Investment Performance
The Trustees also considered the investment performance of the Fund. In this regard, they compared the investment performance of the Fund to its peers using rankings and ratings compiled by the Outside Data Provider as of December 31, 2013, and updated performance information prepared by the Investment Adviser using the peer group identified by the Outside Data Provider as of March 31, 2014. The information on the Fund’s investment performance was provided for the one-, three-, five- and ten-year periods ending on the applicable dates. The Trustees also reviewed the Fund’s investment performance over time (including on a year-by-year basis) relative to its performance benchmark. As part of this review, they considered the investment performance trends of the Fund over time, and reviewed the investment performance of the Fund in light of its investment objective and policies and market conditions.
26
GOLDMAN SACHS VARIABLE INSURANCE TRUST U.S. EQUITY INSIGHTS FUND
Statement Regarding Basis for Approval of Management Agreement (Unaudited) (continued)
In addition, the Trustees considered materials prepared and presentations made by the Investment Adviser’s senior management and portfolio management personnel, in which Fund performance was assessed. The Trustees also considered the Investment Adviser’s periodic reports with respect to the Fund’s risk profile, and how the Investment Adviser’s approach to risk monitoring and management influences portfolio management. They noted the efforts of the Fund’s portfolio management team to enhance the investment model used in managing the Fund.

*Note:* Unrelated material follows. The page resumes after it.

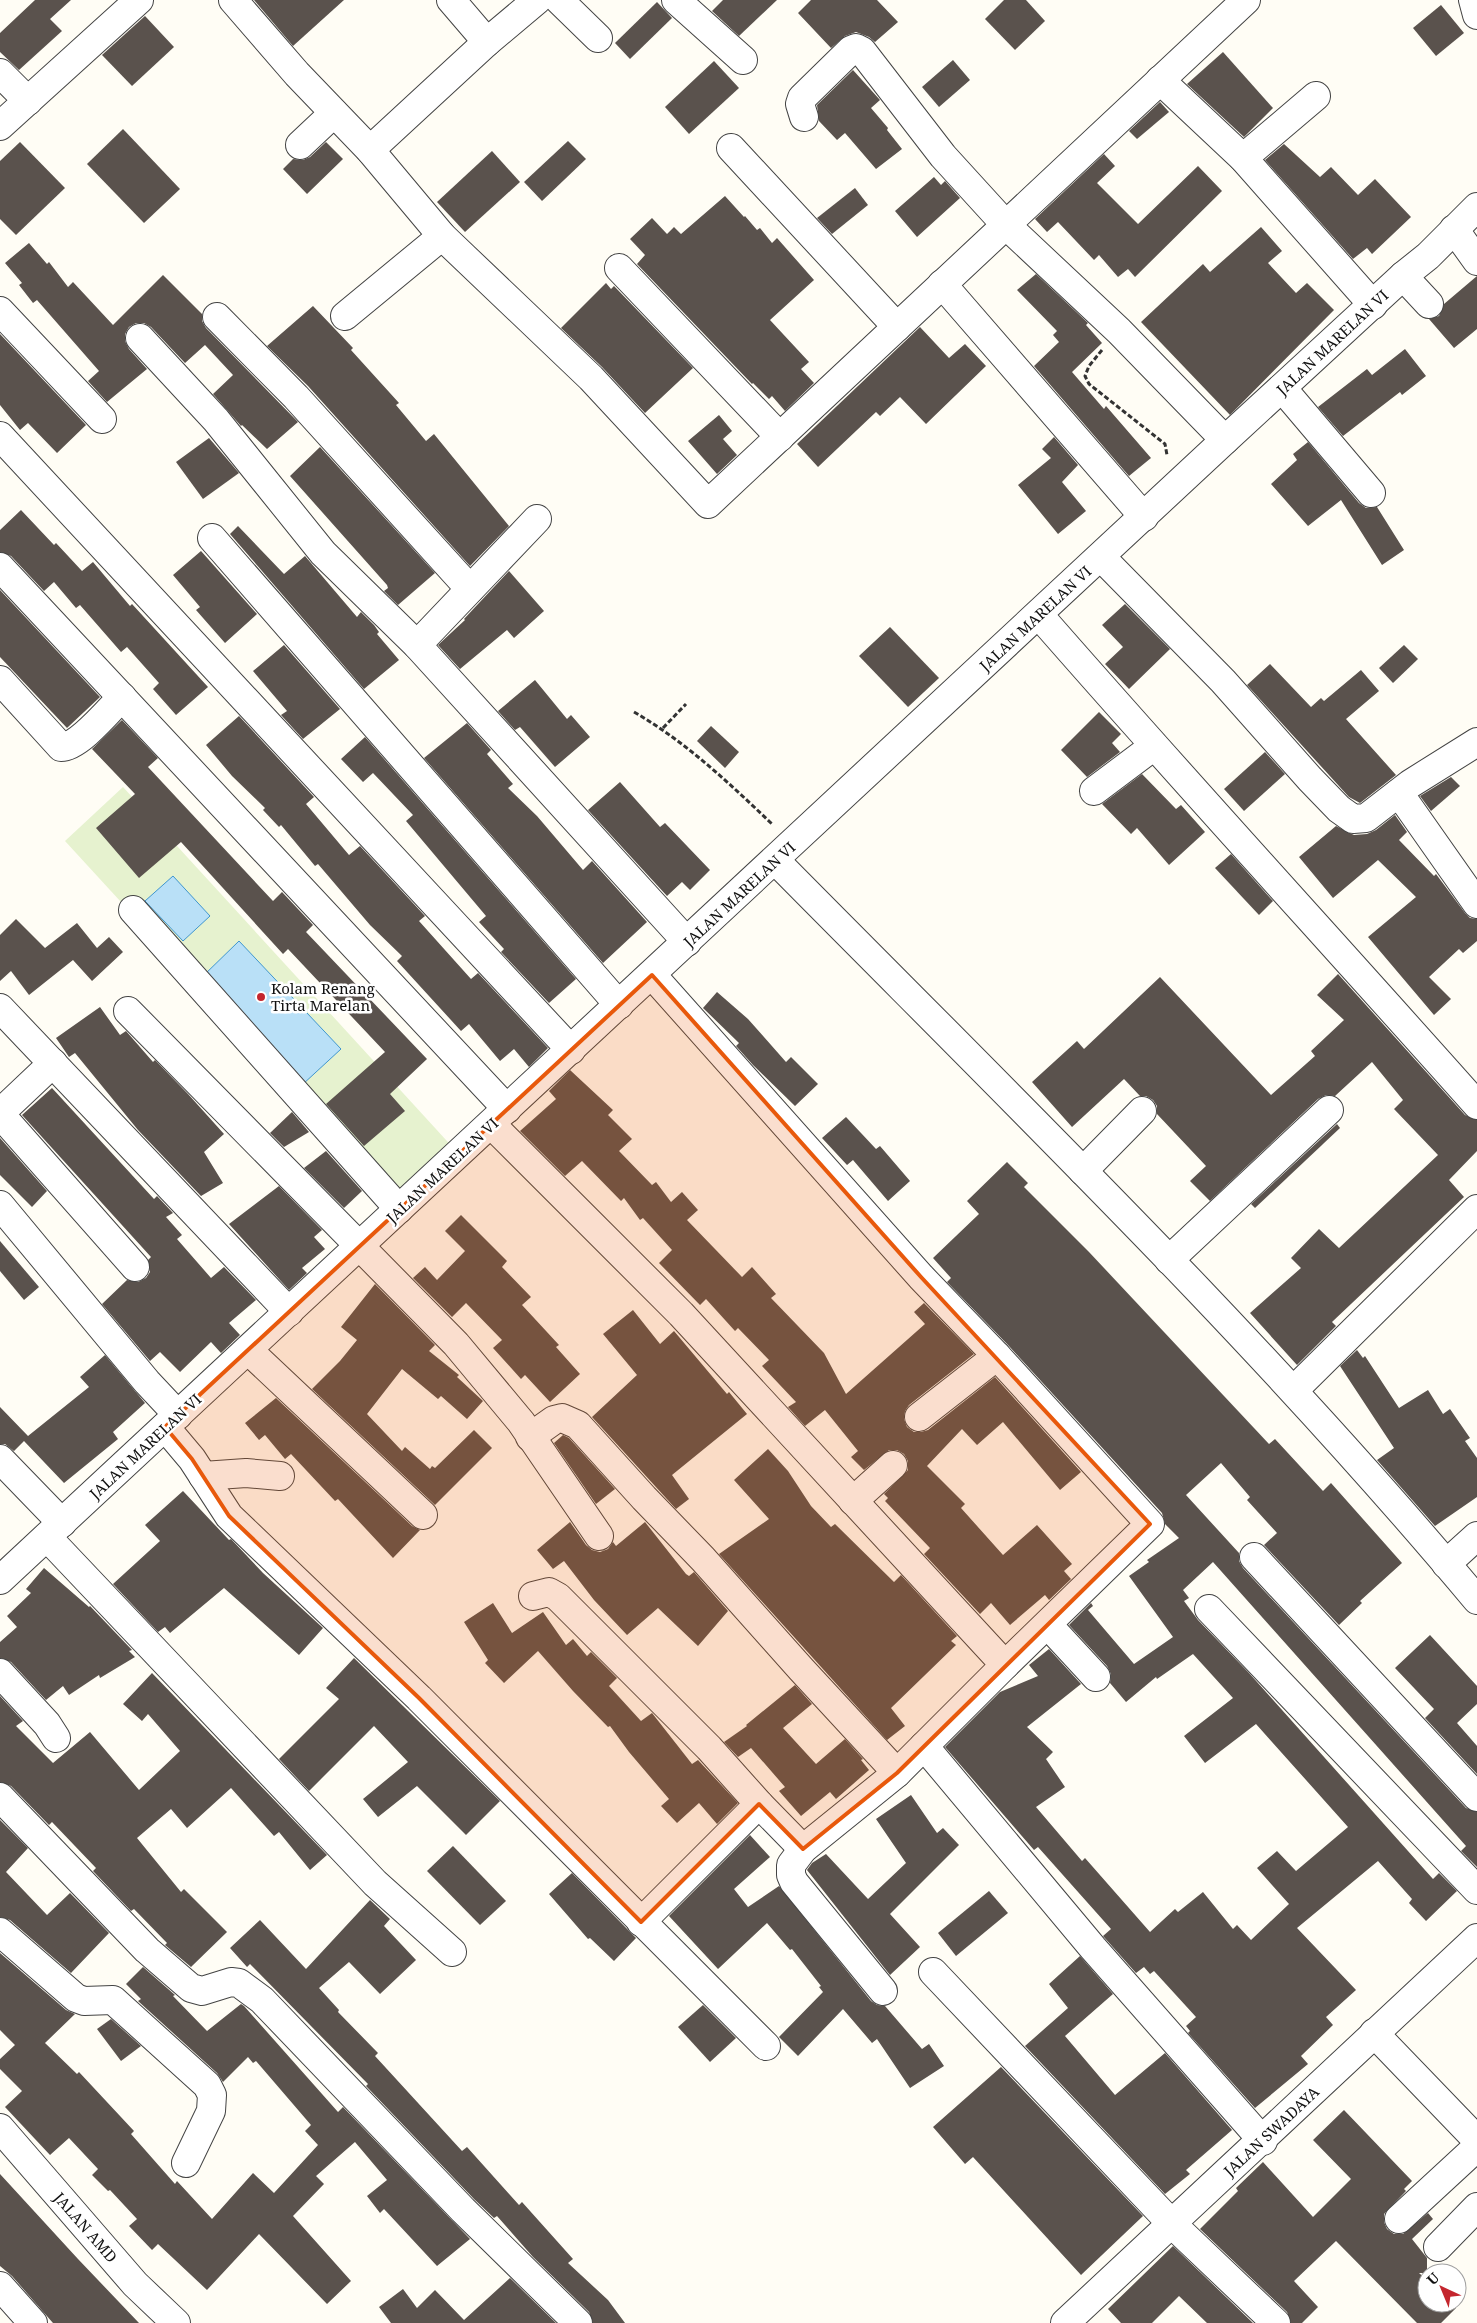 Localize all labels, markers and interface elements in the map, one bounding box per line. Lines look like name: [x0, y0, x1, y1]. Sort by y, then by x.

The Trustees observed that the Fund’s Service Shares had placed in the top half of the Fund’s peer group for the one-, three- and five-year periods, and had outperformed the Fund’s benchmark index for the one- and three-year periods and underperformed for the five-year period ended March 31, 2014. The Trustees also noted that the Fund had experienced certain portfolio management changes in June 2013.
Costs of Services Provided and Competitive Information
The Trustees considered the contractual terms of the Management Agreement and the fee rates payable by the Fund thereunder. In this regard, the Trustees considered information on the services rendered by the Investment Adviser to the Fund, which included both advisory and administrative services that were directed to the needs and operations of the Fund as a registered mutual fund.

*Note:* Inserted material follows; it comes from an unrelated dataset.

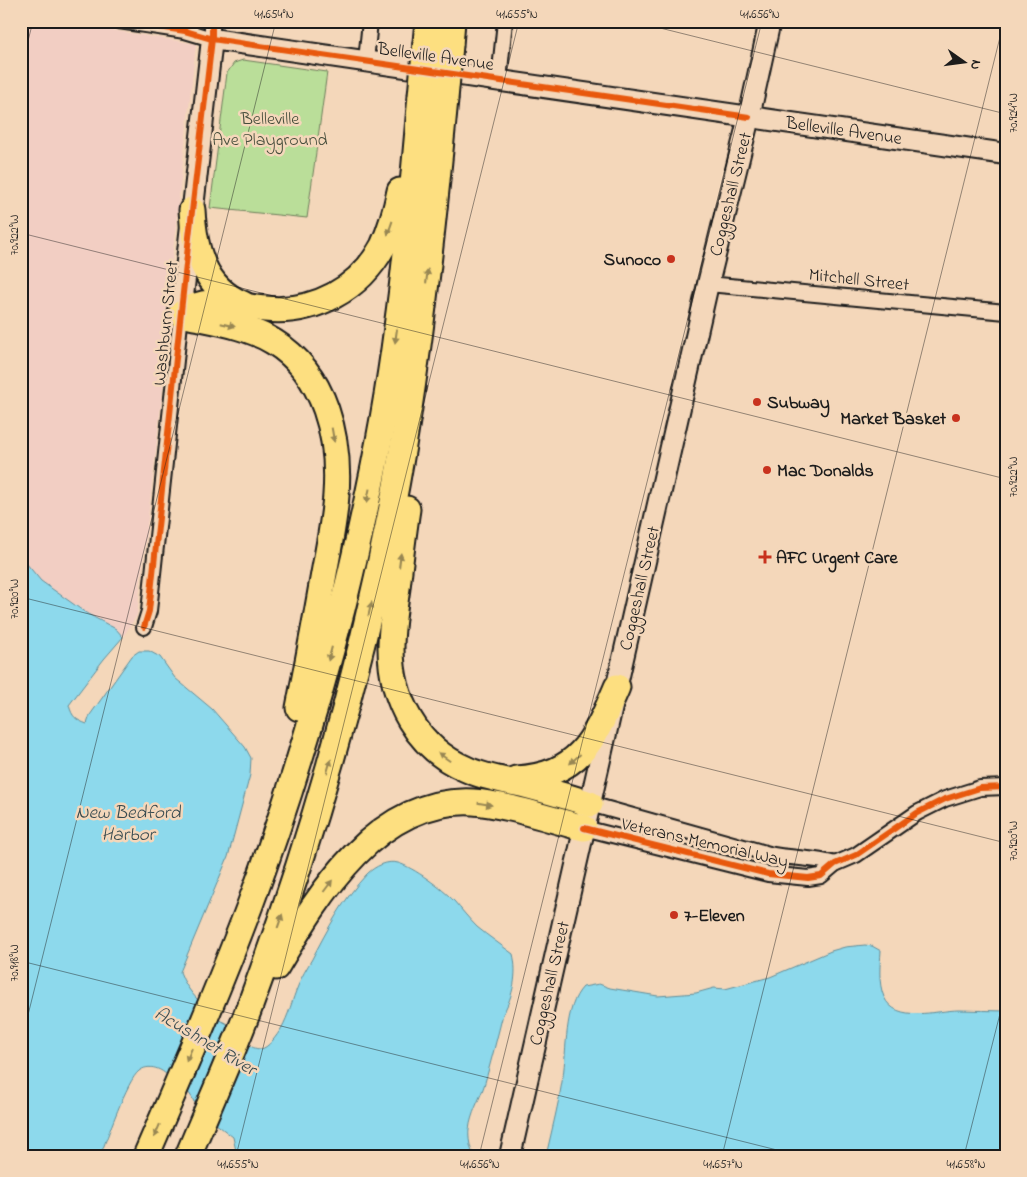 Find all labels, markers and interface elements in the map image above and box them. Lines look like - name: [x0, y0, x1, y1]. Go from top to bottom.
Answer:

In particular, the Trustees reviewed analyses prepared by the Outside Data Provider regarding the expense rankings of the Fund. The analyses provided a comparison of the Fund’s management fees and breakpoints to those of a relevant peer group and category universe; an expense analysis which compared the Fund’s overall net and gross expenses to a peer group and a category universe; and a five-year history comparing the Fund’s net expenses to the peer and category medians. The analyses also compared the Fund’s transfer agency, custody, and distribution fees, other expenses and fee waivers/reimbursements to those of the peer group and category medians. The Trustees concluded that the comparisons provided by the Outside Data Provider were useful in evaluating the reasonableness of the management fees and total expenses paid by the Fund.

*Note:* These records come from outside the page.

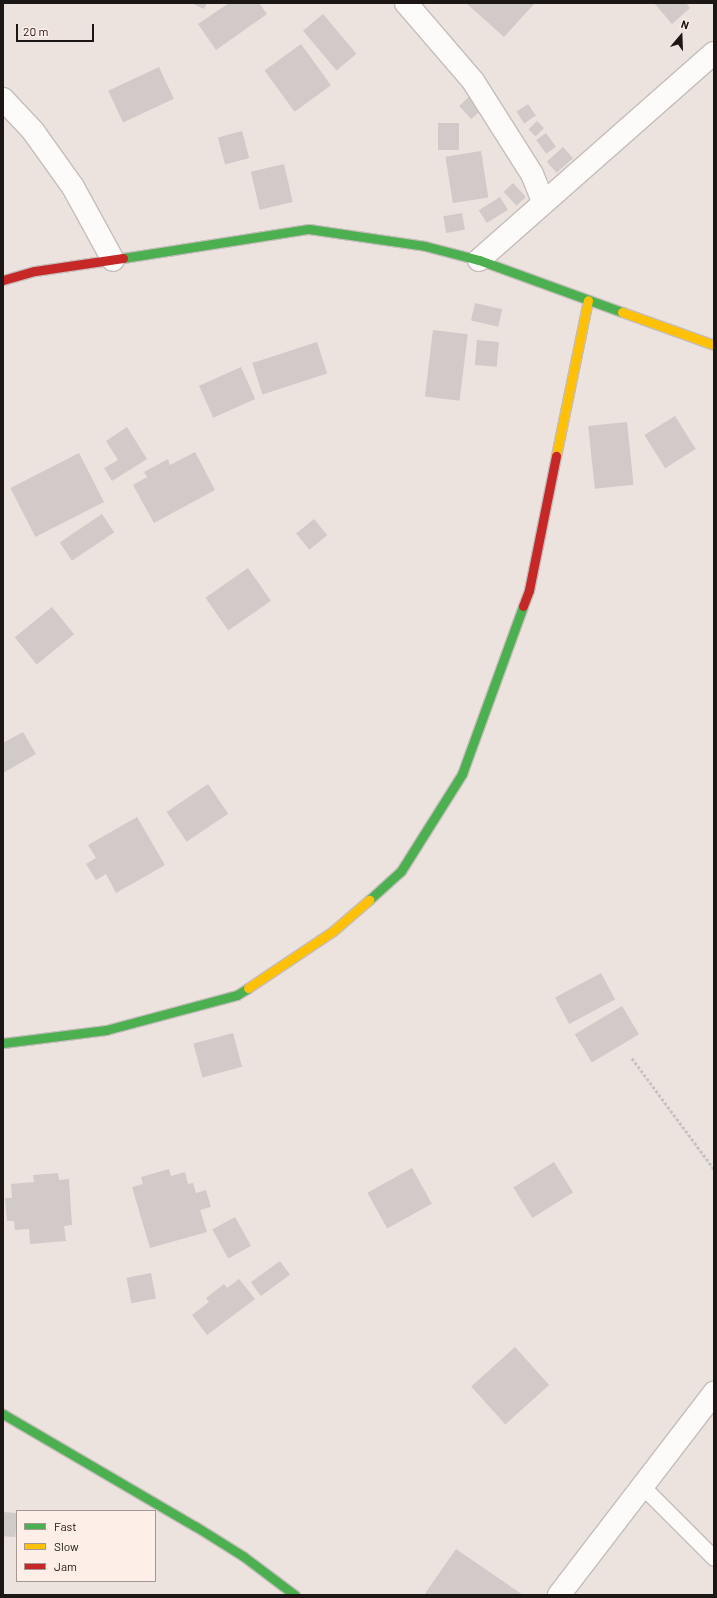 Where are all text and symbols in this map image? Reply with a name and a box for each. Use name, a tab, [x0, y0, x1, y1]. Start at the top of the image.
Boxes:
scale bar	[18, 16, 96, 42]
north arrow	[661, 16, 701, 56]
text: N	[679, 17, 691, 32]
text: 20 m	[23, 24, 49, 38]
legend	[16, 1510, 156, 1582]
text: Fast	[54, 1519, 77, 1533]
text: Slow	[54, 1539, 79, 1553]
text: Jam	[54, 1559, 77, 1573]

In addition, the Trustees considered the Investment Adviser’s undertaking to limit certain expenses of the Fund that exceed a specified level and Goldman Sachs’ undertaking to waive a portion of the distribution and service fees paid by the Fund’s Service Shares. They also considered, to the extent that the Investment Adviser manages institutional accounts or collective investment vehicles having investment objectives and policies similar to those of the Fund, comparative fee information for services provided by the Investment Adviser to those accounts, and information that indicated that services provided to the Fund differed in various significant respects from the services provided to institutional accounts, which generally operated under less stringent legal and regulatory structures, required fewer services from the Investment Adviser to a smaller number of client contact points, were less time-intensive and paid lower fees.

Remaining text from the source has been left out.